(Data for review Opens)

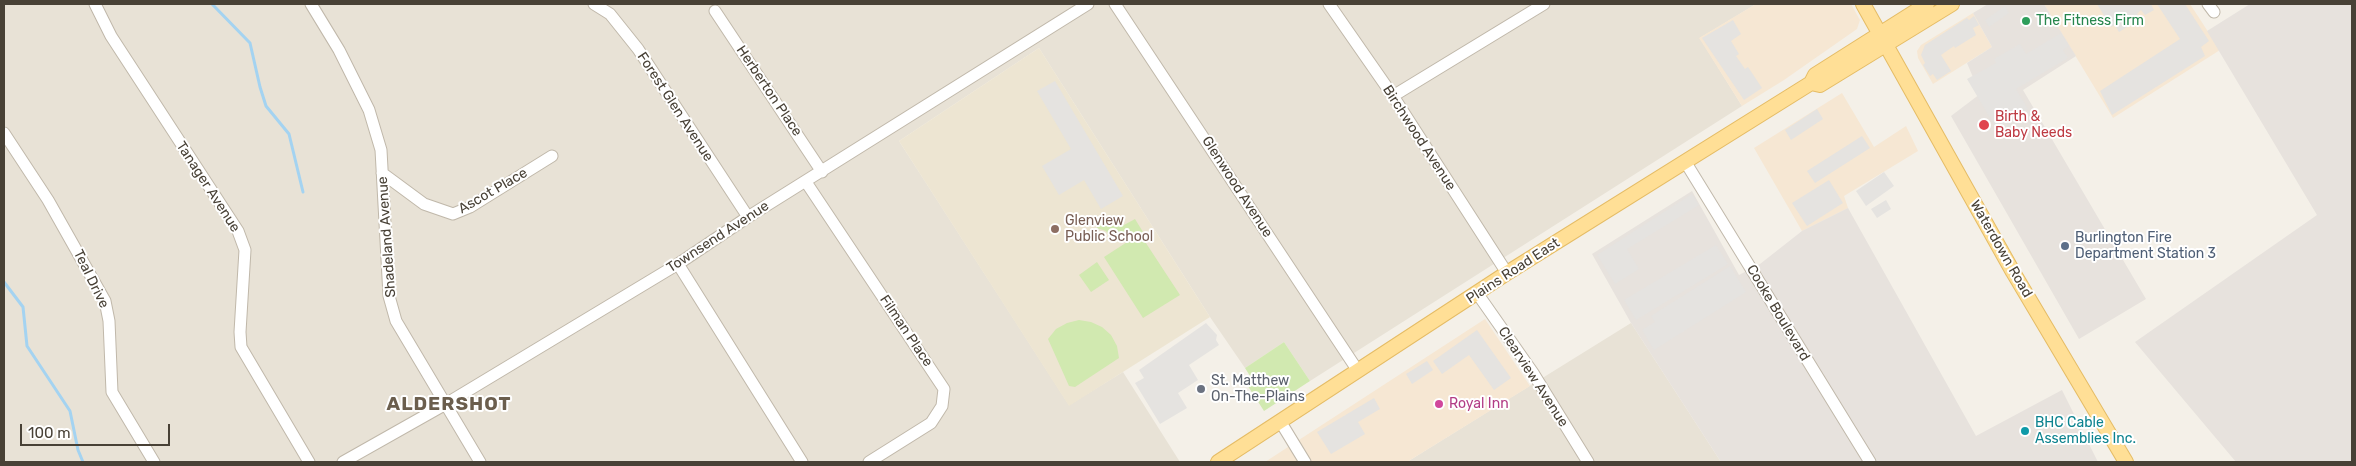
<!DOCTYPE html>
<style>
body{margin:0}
#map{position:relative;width:2356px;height:466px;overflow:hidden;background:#f4f0e8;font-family:Rubik,sans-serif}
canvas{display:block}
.frame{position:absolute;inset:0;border:5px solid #484136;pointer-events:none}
.scale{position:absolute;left:20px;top:424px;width:150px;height:22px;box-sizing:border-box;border:2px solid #484136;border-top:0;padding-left:6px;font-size:15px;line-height:18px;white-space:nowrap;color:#484136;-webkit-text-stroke:4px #fff;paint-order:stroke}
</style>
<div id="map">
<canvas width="2356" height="466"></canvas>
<div class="frame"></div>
<div class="scale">100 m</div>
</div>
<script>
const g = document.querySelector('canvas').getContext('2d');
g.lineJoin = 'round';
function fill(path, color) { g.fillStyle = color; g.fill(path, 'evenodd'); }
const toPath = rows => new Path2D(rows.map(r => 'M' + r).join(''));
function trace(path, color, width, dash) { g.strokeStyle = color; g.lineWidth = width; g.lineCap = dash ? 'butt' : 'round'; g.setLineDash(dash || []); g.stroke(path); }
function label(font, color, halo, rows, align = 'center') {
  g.font = font + ' Rubik,sans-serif'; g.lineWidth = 4; g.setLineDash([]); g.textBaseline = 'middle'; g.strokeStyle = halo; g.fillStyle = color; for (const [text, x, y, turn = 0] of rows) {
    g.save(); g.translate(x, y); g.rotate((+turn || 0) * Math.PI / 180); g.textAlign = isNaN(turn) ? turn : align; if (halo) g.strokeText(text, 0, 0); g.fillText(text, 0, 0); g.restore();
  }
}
fill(toPath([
 [4,4,1756,4,1700,38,1742,106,1310,381,1284,342,1245,368,1210,317,1039,48,899,141,1069,405,1123,372,1180,462,4,462],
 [1631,323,1721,462,1407,462]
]), '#e8e2d6');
fill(toPath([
 [1756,4,1851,4,1860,20,1857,29,1784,80,1742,106,1699,38],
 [2044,4,2190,4,2220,50,2113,118],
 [1973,13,1992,47,1933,84,1918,58,1917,51,1921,45],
 [1842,93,1874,147,1906,126,1918,151,1844,196,1848,208,1802,231,1754,148],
 [1485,319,1530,386,1407,462,1265,462]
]), '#f6e7d3');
fill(toPath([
 [1988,4,2044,4,2076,56,2023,90,2146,299,2079,339,1951,116,1980,94,1967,63,1992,47,1973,13],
 [2250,4,2352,4,2352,462,2236,462,2135,342,2317,215,2207,31],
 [1692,191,1739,275,1760,264,1802,231,1848,208,1976,436,2062,390,2098,462,1721,462,1631,323,1592,254]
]), '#e7e2dd');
fill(toPath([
 [1039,48,1210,317,1069,406,899,141]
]), '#ede5d2');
fill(toPath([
 [1103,216,1110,218,1112,225,1122,222,1124,225,1135,219,1143,232,1140,234,1180,295,1143,318,1104,257,1138,235,1113,241,1106,231,1097,228,1097,220],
 [1097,262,1109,280,1091,292,1079,275],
 [1079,320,1091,322,1102,327,1111,335,1117,346,1119,358,1075,387,1069,386,1048,339,1056,329,1067,323],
 [1284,342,1310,381,1264,411,1244,380,1250,376,1245,368]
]), '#d1e9b0');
fill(toPath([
 [2097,4,2151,4,2154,10,2145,15,2141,10,2137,14,2140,19,2119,32,2115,25,2111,27],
 [2157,4,2185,4,2209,41,2201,47,2205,56,2112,115,2100,91,2180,39],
 [2005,6,2009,13,1989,27,1985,20],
 [1974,16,1979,25,1973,28,1976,35,1955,48,1954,46,1941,55,1951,71,1937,80,1933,74,1930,76,1923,65,1925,63,1921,55,1925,45,1967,18,1969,20],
 [1733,20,1741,34,1731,41,1739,54,1736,56,1745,69,1748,67,1762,88,1744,100,1702,38],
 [2061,33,2069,46,2063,50,2068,58,2016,89,2028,109,1996,128,1967,79,1996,63,1994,59,2020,44,2026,54],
 [1055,81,1123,196,1101,209,1084,180,1059,195,1042,166,1071,149,1037,91],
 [1817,109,1823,119,1791,140,1785,130],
 [1862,136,1870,148,1815,183,1807,171],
 [1884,172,1894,186,1866,206,1856,191],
 [1829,180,1843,203,1807,226,1792,203],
 [1692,194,1699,205,1627,249,1639,269,1615,284,1597,255],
 [1886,200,1891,209,1877,218,1871,209],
 [1716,245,1728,264,1636,320,1624,300],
 [1730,266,1746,292,1654,350,1642,330,1655,322,1651,316],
 [1206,323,1217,335,1216,340,1219,345,1189,365,1198,380,1178,393,1187,408,1160,424,1135,383,1144,378,1139,370],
 [1477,330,1511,378,1494,390,1469,355,1442,374,1433,361],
 [1427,361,1433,370,1412,384,1406,374],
 [1374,398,1380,409,1358,422,1365,434,1331,454,1317,432]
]), '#e5e3e0');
trace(toPath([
 [212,4,250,43,260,87,266,106,289,134,303,192],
 [4,282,23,307,27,346,70,411,78,450,83,462]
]), '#a4d3f1', 3);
const minor = toPath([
 [95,4,111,36,238,231,245,250,240,332,241,347,309,462],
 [311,4,339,50,369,110,381,150,389,296,396,321,480,462],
 [594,4,610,14,638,49,748,217],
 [1115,4,1358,371],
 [1329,4,1393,96,1507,273],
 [2208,4,2214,12],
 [715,11,822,172],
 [1393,96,1544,4],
 [4,133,48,200,105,301,109,321,112,392,154,462],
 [1686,163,1870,462],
 [382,173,424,204,453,214,470,207,552,156],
 [806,182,944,389,942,406,931,423,869,462],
 [678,264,802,462],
 [1477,293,1533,373,1588,462],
 [1280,421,1305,462],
 [343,462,444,405,678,264,748,217,1088,4]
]);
const major = toPath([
 [1863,4,2013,272,2126,462],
 [1811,83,1820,85,1952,4],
 [1218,462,1507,273,1811,83,1815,75,1927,4]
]);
trace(minor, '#c0b8aa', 13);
trace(major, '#e5bc65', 16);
trace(minor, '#fff', 11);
trace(major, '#ffdf96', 14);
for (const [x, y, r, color] of [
 [2026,21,5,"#2e9e5b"],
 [1984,125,6,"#e0444e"],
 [1055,229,5,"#8d6e63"],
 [2065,246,5,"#5c6f8a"],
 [1201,389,5,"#6b7280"],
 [1439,404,5,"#d1479c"],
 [2025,431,5,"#0f9aa8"]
]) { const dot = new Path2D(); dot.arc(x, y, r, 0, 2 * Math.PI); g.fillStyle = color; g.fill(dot); trace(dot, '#fff', 2); }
label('14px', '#27864d', '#fff', [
 ["The Fitness Firm",2036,21]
], 'left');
label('14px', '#484136', '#fff', [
 ["Herberton Place",769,91,56],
 ["Forest Glen Avenue",675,107,57],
 ["Birchwood Avenue",1419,138,57],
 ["Tanager Avenue",208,187,57],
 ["Glenwood Avenue",1237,187,57],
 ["Ascot Place",493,191,-30],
 ["Shadeland Avenue",387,237,-94],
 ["Townsend Avenue",718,237,-33],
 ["Waterdown Road",2001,249,60],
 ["Plains Road East",1513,271,-33],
 ["Teal Drive",91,279,64],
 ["Cooke Boulevard",1778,313,59],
 ["Filman Place",906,331,56],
 ["Clearview Avenue",1533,377,57]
]);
label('14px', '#be3a42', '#fff', [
 ["Birth &",1995,117],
 ["Baby Needs",1995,133]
], 'left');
label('14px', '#785e54', '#fff', [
 ["Glenview",1065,221],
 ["Public School",1065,237]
], 'left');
label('14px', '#4e5e75', '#fff', [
 ["Burlington Fire",2075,238],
 ["Department Station 3",2075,254]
], 'left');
label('14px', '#5b616d', '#fff', [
 ["St. Matthew",1211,381],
 ["On-The-Plains",1211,397]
], 'left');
label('14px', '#b23c85', '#fff', [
 ["Royal Inn",1449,404]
], 'left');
label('14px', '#0d838f', '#fff', [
 ["BHC Cable",2035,423],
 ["Assemblies Inc.",2035,439]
], 'left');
g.letterSpacing = '1px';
label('bold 19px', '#6b5e4d', '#fff', [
 ["ALDERSHOT",449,405]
]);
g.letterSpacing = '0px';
</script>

(Data for review Closes)

**Task to complete**:
Lines above that contain the string "rows" make up the answer.

**Response for this exercise**:
const toPath = rows => new Path2D(rows.map(r => 'M' + r).join(''));
function label(font, color, halo, rows, align = 'center') {
  g.font = font + ' Rubik,sans-serif'; g.lineWidth = 4; g.setLineDash([]); g.textBaseline = 'middle'; g.strokeStyle = halo; g.fillStyle = color; for (const [text, x, y, turn = 0] of rows) {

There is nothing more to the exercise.